We are going to discuss the thinking process, insights, worse/better approaches, complexity analysis
Questions list: https://leetcode.com/studyplan/leetcode-75/
The problem: 151. Reverse Words in a String
Problem
Given an input string s, reverse the order of the words.
A word is defined as a sequence of non-space characters. The words in s will be separated by at least one space.
Return a string of the words in reverse order concatenated by a single space.
Note that s may contain leading or trailing spaces or multiple spaces between two words. The returned string should only have a single space separating the words. Do not include any extra spaces.
Solution1 O(n) & O(n)
The naive solution is just to accumulate an array with words in order. And then reverse this array for output by adding space between them.
In the while iteration - we are shifting index until we reach non spacing character (this is the start of the word), then we are shifting it again until reaching spacing character (this is the end of the word). This way we got the single word and added it to the array. We continue doing it until we traverse all the string
In the end we traverse words array in the opposite direction fulfilling ordering requirement in the problem
function reverseWords(s) {
let ind = 0;
let words = []
while (ind < s.length) {
while (ind < s.length && s[ind] === ' ') {
ind++
}
if (ind === s.length) {
break
}
let word = []
while(ind < s.length && s[ind] !== ' ') {
word.push(s[ind++])
}
words.push(word.join(''))
}
let result = []
for (let i = words.length - 1; i >=0; i--) {
result.push(words[i])
}
return result.join(' ')
}
Runtime Complexity: O(2n) => O(n) as we iterate for the 1 time through the whole string, and then 1 for loop to make the response. I’m omitting converting string to char’s array here.
Space Complexity: O(2n) => O(n), as we accumulate an array of words and then a response array.
Solution2 O(n) & O(1)
I’ll be honest with you, I didn’t come up with an optimized solution on my own, I used hints.
Basically the thinking process should be the following:
- Let’s think about the order of the words, it should be reversed. Imagine this requirement is for a single word. Then easy peasy reverse algo that reverses the characters and that’s it. If we do it to a bunch of words in string - the order of the characters of the words will be broken, but the order of the words themselves will be correct
- When we have correct order of the words but incorrect order of characters in these words - we actually can reverse each word back in place
This is exactly what the optimized solution is about. Also 1 more optimization we are shifting the output to the beginning as we need to remove all unnecessary spaces.

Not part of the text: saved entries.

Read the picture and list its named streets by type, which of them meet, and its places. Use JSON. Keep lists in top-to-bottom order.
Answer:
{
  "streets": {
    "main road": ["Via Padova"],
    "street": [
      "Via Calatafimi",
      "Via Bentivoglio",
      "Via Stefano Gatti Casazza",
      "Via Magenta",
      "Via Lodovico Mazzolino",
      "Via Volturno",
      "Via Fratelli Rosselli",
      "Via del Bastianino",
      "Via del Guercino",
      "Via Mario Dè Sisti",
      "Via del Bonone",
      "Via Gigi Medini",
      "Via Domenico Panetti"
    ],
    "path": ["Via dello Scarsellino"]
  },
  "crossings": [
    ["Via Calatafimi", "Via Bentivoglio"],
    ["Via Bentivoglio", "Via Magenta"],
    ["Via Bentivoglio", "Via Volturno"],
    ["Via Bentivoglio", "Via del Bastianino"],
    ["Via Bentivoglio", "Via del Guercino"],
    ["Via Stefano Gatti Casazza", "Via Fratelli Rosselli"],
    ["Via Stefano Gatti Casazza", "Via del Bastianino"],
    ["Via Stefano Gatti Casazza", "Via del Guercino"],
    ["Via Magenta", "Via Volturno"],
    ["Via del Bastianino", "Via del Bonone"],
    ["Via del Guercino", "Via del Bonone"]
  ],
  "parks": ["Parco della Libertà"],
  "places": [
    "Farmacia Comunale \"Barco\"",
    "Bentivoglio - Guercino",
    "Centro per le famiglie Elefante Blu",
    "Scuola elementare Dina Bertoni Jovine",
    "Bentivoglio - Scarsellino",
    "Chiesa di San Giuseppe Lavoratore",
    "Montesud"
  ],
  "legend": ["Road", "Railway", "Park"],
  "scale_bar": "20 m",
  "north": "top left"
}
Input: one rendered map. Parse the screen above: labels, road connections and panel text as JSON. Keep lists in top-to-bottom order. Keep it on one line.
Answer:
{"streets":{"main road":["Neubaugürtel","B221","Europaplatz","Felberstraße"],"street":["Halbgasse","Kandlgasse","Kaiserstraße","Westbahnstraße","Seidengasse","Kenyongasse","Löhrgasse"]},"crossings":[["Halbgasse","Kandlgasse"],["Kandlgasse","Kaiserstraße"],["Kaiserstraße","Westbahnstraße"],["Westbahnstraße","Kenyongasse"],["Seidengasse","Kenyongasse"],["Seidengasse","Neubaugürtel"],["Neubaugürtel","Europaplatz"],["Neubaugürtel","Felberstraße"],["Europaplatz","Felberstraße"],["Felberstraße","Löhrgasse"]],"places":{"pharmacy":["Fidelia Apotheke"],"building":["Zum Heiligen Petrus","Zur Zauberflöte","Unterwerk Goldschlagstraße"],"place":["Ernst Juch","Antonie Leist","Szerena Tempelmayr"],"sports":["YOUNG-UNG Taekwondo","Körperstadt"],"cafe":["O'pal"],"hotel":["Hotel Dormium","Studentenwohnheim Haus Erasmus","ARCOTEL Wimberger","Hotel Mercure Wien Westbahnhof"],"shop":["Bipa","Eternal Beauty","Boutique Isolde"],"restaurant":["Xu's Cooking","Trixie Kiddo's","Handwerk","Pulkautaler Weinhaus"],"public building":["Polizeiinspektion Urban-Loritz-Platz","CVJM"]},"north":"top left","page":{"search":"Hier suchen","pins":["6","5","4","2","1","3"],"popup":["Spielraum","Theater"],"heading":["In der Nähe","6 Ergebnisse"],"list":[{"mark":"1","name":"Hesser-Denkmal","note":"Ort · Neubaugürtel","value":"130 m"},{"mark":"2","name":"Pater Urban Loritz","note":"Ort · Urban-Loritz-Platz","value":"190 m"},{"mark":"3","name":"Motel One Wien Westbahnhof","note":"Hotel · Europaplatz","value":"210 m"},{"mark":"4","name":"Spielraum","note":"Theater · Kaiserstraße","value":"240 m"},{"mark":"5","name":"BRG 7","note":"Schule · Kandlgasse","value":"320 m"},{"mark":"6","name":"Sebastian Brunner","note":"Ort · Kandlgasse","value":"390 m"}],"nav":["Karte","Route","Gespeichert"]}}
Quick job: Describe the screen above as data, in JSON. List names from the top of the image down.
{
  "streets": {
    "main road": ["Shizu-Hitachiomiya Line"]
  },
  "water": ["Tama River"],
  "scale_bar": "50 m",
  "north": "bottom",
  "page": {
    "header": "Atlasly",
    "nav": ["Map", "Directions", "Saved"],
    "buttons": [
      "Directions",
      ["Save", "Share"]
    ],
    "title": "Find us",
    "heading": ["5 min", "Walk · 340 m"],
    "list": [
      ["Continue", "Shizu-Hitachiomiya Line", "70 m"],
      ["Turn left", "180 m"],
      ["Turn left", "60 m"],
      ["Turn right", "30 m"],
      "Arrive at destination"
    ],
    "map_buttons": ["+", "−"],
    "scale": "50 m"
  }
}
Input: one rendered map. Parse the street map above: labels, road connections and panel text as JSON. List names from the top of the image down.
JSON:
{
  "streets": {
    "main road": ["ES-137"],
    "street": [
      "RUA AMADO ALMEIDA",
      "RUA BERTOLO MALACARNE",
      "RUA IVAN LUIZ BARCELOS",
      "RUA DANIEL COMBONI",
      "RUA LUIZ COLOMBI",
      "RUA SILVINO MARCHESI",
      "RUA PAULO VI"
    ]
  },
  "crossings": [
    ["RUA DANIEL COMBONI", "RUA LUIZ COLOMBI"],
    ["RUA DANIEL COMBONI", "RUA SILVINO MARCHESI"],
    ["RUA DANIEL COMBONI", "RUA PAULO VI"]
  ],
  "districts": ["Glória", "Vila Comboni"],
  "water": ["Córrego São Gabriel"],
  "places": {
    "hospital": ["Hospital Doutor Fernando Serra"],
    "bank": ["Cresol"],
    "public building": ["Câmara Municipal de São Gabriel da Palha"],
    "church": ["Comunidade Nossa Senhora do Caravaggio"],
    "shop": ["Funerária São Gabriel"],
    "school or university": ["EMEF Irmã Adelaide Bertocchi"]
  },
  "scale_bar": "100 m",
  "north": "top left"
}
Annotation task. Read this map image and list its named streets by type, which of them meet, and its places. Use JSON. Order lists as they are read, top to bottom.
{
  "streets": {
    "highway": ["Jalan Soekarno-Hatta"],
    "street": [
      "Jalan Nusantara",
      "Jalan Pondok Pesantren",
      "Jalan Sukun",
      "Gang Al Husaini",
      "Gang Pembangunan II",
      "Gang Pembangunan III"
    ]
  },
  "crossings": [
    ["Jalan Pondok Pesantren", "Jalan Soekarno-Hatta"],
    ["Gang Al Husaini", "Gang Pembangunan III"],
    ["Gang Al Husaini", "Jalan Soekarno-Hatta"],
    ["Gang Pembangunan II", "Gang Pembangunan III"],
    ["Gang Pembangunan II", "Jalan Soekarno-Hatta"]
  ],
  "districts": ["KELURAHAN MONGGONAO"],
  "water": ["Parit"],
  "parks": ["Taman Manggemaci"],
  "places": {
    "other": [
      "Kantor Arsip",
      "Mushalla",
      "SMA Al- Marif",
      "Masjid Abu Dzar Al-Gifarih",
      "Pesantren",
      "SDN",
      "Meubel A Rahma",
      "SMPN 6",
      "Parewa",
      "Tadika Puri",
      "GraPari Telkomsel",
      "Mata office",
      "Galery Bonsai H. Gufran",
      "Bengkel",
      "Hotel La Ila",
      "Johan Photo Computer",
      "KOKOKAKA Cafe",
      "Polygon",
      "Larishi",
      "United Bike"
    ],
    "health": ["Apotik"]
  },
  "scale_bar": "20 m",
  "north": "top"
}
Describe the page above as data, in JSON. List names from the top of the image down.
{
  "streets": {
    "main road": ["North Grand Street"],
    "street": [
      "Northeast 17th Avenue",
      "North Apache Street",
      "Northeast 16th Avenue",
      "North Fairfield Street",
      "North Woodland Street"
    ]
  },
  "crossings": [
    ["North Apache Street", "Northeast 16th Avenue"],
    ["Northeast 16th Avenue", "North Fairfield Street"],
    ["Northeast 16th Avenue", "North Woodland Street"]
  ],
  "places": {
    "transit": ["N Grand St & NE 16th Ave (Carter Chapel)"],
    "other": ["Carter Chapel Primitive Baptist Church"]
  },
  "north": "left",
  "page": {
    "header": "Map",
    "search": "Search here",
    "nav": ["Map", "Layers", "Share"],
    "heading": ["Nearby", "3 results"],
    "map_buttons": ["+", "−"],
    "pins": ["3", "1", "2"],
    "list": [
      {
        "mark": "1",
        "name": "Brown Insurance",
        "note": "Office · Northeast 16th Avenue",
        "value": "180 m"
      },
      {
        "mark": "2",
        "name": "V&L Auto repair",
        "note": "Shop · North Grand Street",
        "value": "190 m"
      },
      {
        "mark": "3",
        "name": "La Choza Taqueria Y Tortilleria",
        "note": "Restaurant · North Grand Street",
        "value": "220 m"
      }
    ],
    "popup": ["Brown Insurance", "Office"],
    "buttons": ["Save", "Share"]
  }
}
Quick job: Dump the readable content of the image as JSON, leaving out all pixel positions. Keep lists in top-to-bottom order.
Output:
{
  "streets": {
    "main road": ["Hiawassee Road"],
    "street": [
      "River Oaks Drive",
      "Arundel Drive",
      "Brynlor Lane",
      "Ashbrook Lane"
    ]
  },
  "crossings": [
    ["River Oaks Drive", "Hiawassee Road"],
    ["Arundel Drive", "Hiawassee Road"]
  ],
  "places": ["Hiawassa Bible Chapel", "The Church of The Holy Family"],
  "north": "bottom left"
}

The visual depiction of the algo is well represented here:
function reverseWords(s) {
let str = s.split('');
let n = str.length
reverseArray(0, n - 1)
let left = 0
let right = 0
let i = 0
while (i < n) {
while (i < n && str[i] === ' ') {
i++
}
if (i === n) {
break;
}
while (i < n && str[i] !== ' ') {
str[right++] = str[i++]
}
reverseArray(left, right - 1)
str[right++] = ' '
left = right
i++
}
return str.slice(0, right - 1).join('')
function reverseArray(start, end) {
while (start < end) {
let tmp = str[start]
str[start++] = str[end]
str[end--] = tmp
}
}
}
Runtime Complexity: O(3n) => O(n), we are reversing the whole string once, then iteration over it once, and reversing each word once.
Space Complexity: O(1), as we do everything in place. We don’t consider moving from string to chars array, as this is a limitation of JS that has immutable strings.